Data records
◆ ◆ ◆ ◆ ◆ ◆ ◆
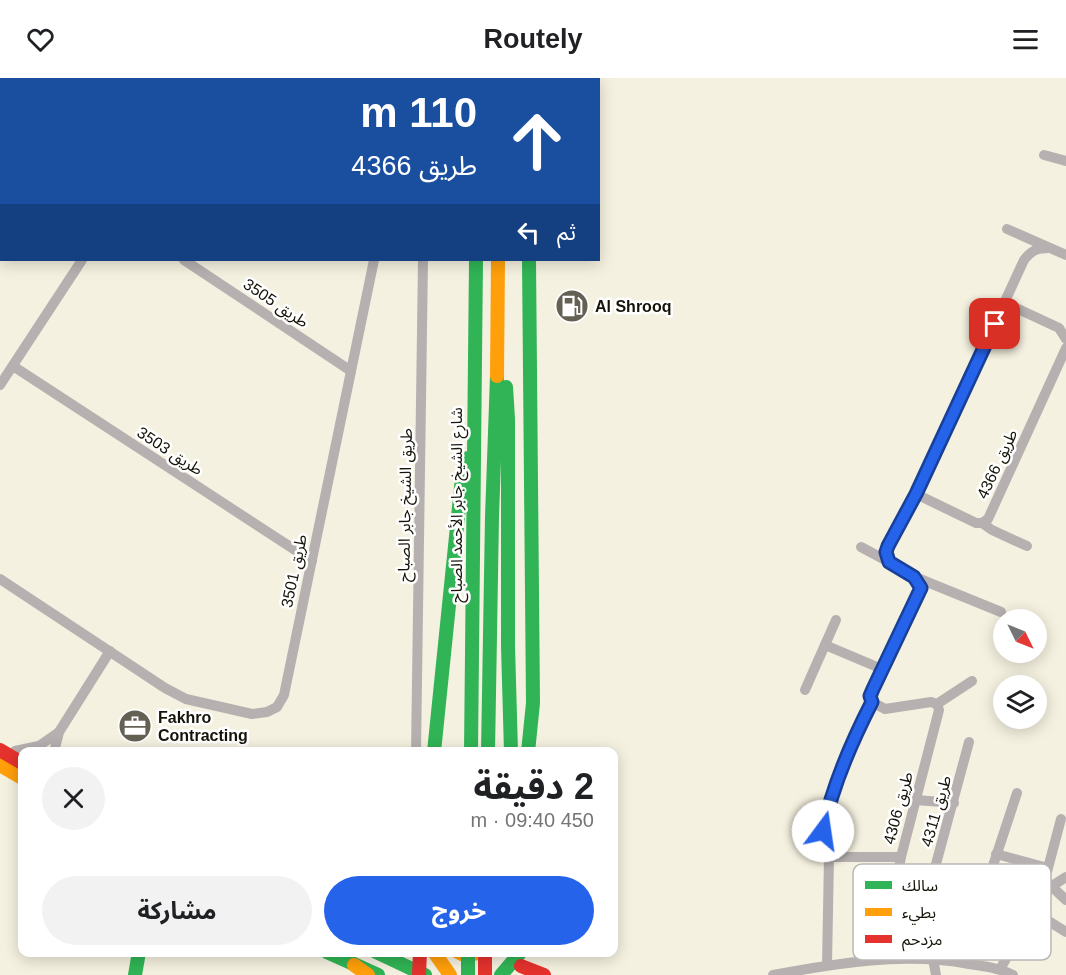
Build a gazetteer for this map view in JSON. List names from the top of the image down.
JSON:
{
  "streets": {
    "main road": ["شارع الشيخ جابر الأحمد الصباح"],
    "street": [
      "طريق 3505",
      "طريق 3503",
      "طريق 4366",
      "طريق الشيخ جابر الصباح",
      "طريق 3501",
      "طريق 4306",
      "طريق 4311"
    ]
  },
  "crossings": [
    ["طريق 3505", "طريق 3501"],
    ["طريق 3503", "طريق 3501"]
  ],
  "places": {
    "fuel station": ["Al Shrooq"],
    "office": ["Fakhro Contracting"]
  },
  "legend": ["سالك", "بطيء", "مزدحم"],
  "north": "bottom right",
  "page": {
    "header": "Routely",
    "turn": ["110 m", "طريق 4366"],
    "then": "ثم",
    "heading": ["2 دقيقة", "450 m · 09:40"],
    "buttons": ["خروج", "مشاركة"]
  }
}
◆ ◆ ◆ ◆ ◆ ◆ ◆
**Problem statement**
Would you return the data exactly as written, without the pictures?

**Task output**
Build a gazetteer for this map view in JSON. List names from the top of the image down.
JSON:
{
  "streets": {
    "main road": ["شارع الشيخ جابر الأحمد الصباح"],
    "street": [
      "طريق 3505",
      "طريق 3503",
      "طريق 4366",
      "طريق الشيخ جابر الصباح",
      "طريق 3501",
      "طريق 4306",
      "طريق 4311"
    ]
  },
  "crossings": [
    ["طريق 3505", "طريق 3501"],
    ["طريق 3503", "طريق 3501"]
  ],
  "places": {
    "fuel station": ["Al Shrooq"],
    "office": ["Fakhro Contracting"]
  },
  "legend": ["سالك", "بطيء", "مزدحم"],
  "north": "bottom right",
  "page": {
    "header": "Routely",
    "turn": ["110 m", "طريق 4366"],
    "then": "ثم",
    "heading": ["2 دقيقة", "450 m · 09:40"],
    "buttons": ["خروج", "مشاركة"]
  }
}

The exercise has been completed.